*PROBLEM STATEMENT*. All records below are to be set down exactly, each character intact.

*MATERIAL SUPPLIED*.
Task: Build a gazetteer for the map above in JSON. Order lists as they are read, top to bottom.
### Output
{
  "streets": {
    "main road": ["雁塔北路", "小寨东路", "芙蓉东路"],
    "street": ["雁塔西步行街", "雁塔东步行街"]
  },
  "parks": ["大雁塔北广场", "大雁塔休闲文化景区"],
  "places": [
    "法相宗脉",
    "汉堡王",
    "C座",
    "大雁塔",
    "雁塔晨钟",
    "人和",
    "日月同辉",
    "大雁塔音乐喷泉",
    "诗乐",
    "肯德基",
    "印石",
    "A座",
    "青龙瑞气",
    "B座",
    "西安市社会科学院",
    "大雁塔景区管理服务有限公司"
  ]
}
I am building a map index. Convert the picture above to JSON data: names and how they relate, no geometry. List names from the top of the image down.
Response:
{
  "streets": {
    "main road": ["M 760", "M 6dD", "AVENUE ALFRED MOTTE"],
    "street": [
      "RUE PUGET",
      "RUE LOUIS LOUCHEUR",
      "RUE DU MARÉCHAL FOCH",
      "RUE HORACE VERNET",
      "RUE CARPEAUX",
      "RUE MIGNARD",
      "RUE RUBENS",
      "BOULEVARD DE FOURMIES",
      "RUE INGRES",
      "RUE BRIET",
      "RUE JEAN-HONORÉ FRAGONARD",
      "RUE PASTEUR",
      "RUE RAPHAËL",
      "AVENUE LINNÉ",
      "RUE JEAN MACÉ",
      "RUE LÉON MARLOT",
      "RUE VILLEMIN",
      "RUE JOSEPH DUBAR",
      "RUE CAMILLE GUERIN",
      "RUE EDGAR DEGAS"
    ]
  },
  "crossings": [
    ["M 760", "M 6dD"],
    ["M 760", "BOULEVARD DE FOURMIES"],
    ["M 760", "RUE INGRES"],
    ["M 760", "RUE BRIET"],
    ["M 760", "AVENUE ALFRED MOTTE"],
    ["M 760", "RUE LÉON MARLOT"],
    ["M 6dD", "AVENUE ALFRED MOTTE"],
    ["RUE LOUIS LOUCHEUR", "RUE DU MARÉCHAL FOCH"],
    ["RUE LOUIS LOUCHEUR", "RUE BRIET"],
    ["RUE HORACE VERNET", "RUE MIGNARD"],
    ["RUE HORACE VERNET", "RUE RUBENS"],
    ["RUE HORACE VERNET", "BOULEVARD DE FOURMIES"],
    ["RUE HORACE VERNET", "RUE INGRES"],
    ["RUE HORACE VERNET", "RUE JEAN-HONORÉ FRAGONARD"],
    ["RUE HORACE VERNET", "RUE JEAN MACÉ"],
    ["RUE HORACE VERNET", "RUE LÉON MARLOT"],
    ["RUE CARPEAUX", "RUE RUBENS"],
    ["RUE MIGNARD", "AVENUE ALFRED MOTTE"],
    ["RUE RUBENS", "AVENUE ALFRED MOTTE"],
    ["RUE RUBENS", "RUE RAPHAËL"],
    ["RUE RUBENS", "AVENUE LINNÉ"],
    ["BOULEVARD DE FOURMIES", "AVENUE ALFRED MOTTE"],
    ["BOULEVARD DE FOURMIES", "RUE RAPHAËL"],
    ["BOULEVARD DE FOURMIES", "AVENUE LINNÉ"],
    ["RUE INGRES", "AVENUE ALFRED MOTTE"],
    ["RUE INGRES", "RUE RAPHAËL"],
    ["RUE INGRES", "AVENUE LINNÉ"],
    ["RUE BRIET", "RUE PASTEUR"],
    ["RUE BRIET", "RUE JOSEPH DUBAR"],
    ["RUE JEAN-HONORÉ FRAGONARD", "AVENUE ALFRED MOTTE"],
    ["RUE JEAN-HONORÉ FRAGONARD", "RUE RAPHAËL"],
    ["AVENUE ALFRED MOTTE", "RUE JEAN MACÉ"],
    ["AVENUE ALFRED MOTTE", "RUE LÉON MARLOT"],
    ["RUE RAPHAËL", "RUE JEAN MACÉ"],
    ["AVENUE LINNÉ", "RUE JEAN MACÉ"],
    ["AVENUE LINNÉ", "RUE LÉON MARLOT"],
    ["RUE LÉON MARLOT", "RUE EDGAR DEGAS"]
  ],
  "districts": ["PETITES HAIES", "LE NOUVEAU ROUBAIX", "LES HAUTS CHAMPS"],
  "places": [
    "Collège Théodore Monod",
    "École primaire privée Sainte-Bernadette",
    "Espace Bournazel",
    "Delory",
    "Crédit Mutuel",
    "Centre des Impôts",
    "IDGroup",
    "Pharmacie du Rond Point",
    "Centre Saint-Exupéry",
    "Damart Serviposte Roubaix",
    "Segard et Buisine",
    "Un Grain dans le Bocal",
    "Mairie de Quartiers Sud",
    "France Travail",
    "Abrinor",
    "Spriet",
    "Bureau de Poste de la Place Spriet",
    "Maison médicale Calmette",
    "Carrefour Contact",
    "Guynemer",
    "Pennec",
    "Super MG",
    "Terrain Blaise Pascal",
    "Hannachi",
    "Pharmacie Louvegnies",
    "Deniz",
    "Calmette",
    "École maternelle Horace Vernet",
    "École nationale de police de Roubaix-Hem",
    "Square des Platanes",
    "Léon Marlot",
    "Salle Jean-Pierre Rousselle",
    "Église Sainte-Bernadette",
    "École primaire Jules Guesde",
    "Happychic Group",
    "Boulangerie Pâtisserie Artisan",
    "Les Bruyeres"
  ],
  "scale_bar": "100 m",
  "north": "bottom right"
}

*OUTPUT FOR THIS TASK*.
Task: Build a gazetteer for the map above in JSON. Order lists as they are read, top to bottom.
### Output
{
  "streets": {
    "main road": ["雁塔北路", "小寨东路", "芙蓉东路"],
    "street": ["雁塔西步行街", "雁塔东步行街"]
  },
  "parks": ["大雁塔北广场", "大雁塔休闲文化景区"],
  "places": [
    "法相宗脉",
    "汉堡王",
    "C座",
    "大雁塔",
    "雁塔晨钟",
    "人和",
    "日月同辉",
    "大雁塔音乐喷泉",
    "诗乐",
    "肯德基",
    "印石",
    "A座",
    "青龙瑞气",
    "B座",
    "西安市社会科学院",
    "大雁塔景区管理服务有限公司"
  ]
}
I am building a map index. Convert the picture above to JSON data: names and how they relate, no geometry. List names from the top of the image down.
Response:
{
  "streets": {
    "main road": ["M 760", "M 6dD", "AVENUE ALFRED MOTTE"],
    "street": [
      "RUE PUGET",
      "RUE LOUIS LOUCHEUR",
      "RUE DU MARÉCHAL FOCH",
      "RUE HORACE VERNET",
      "RUE CARPEAUX",
      "RUE MIGNARD",
      "RUE RUBENS",
      "BOULEVARD DE FOURMIES",
      "RUE INGRES",
      "RUE BRIET",
      "RUE JEAN-HONORÉ FRAGONARD",
      "RUE PASTEUR",
      "RUE RAPHAËL",
      "AVENUE LINNÉ",
      "RUE JEAN MACÉ",
      "RUE LÉON MARLOT",
      "RUE VILLEMIN",
      "RUE JOSEPH DUBAR",
      "RUE CAMILLE GUERIN",
      "RUE EDGAR DEGAS"
    ]
  },
  "crossings": [
    ["M 760", "M 6dD"],
    ["M 760", "BOULEVARD DE FOURMIES"],
    ["M 760", "RUE INGRES"],
    ["M 760", "RUE BRIET"],
    ["M 760", "AVENUE ALFRED MOTTE"],
    ["M 760", "RUE LÉON MARLOT"],
    ["M 6dD", "AVENUE ALFRED MOTTE"],
    ["RUE LOUIS LOUCHEUR", "RUE DU MARÉCHAL FOCH"],
    ["RUE LOUIS LOUCHEUR", "RUE BRIET"],
    ["RUE HORACE VERNET", "RUE MIGNARD"],
    ["RUE HORACE VERNET", "RUE RUBENS"],
    ["RUE HORACE VERNET", "BOULEVARD DE FOURMIES"],
    ["RUE HORACE VERNET", "RUE INGRES"],
    ["RUE HORACE VERNET", "RUE JEAN-HONORÉ FRAGONARD"],
    ["RUE HORACE VERNET", "RUE JEAN MACÉ"],
    ["RUE HORACE VERNET", "RUE LÉON MARLOT"],
    ["RUE CARPEAUX", "RUE RUBENS"],
    ["RUE MIGNARD", "AVENUE ALFRED MOTTE"],
    ["RUE RUBENS", "AVENUE ALFRED MOTTE"],
    ["RUE RUBENS", "RUE RAPHAËL"],
    ["RUE RUBENS", "AVENUE LINNÉ"],
    ["BOULEVARD DE FOURMIES", "AVENUE ALFRED MOTTE"],
    ["BOULEVARD DE FOURMIES", "RUE RAPHAËL"],
    ["BOULEVARD DE FOURMIES", "AVENUE LINNÉ"],
    ["RUE INGRES", "AVENUE ALFRED MOTTE"],
    ["RUE INGRES", "RUE RAPHAËL"],
    ["RUE INGRES", "AVENUE LINNÉ"],
    ["RUE BRIET", "RUE PASTEUR"],
    ["RUE BRIET", "RUE JOSEPH DUBAR"],
    ["RUE JEAN-HONORÉ FRAGONARD", "AVENUE ALFRED MOTTE"],
    ["RUE JEAN-HONORÉ FRAGONARD", "RUE RAPHAËL"],
    ["AVENUE ALFRED MOTTE", "RUE JEAN MACÉ"],
    ["AVENUE ALFRED MOTTE", "RUE LÉON MARLOT"],
    ["RUE RAPHAËL", "RUE JEAN MACÉ"],
    ["AVENUE LINNÉ", "RUE JEAN MACÉ"],
    ["AVENUE LINNÉ", "RUE LÉON MARLOT"],
    ["RUE LÉON MARLOT", "RUE EDGAR DEGAS"]
  ],
  "districts": ["PETITES HAIES", "LE NOUVEAU ROUBAIX", "LES HAUTS CHAMPS"],
  "places": [
    "Collège Théodore Monod",
    "École primaire privée Sainte-Bernadette",
    "Espace Bournazel",
    "Delory",
    "Crédit Mutuel",
    "Centre des Impôts",
    "IDGroup",
    "Pharmacie du Rond Point",
    "Centre Saint-Exupéry",
    "Damart Serviposte Roubaix",
    "Segard et Buisine",
    "Un Grain dans le Bocal",
    "Mairie de Quartiers Sud",
    "France Travail",
    "Abrinor",
    "Spriet",
    "Bureau de Poste de la Place Spriet",
    "Maison médicale Calmette",
    "Carrefour Contact",
    "Guynemer",
    "Pennec",
    "Super MG",
    "Terrain Blaise Pascal",
    "Hannachi",
    "Pharmacie Louvegnies",
    "Deniz",
    "Calmette",
    "École maternelle Horace Vernet",
    "École nationale de police de Roubaix-Hem",
    "Square des Platanes",
    "Léon Marlot",
    "Salle Jean-Pierre Rousselle",
    "Église Sainte-Bernadette",
    "École primaire Jules Guesde",
    "Happychic Group",
    "Boulangerie Pâtisserie Artisan",
    "Les Bruyeres"
  ],
  "scale_bar": "100 m",
  "north": "bottom right"
}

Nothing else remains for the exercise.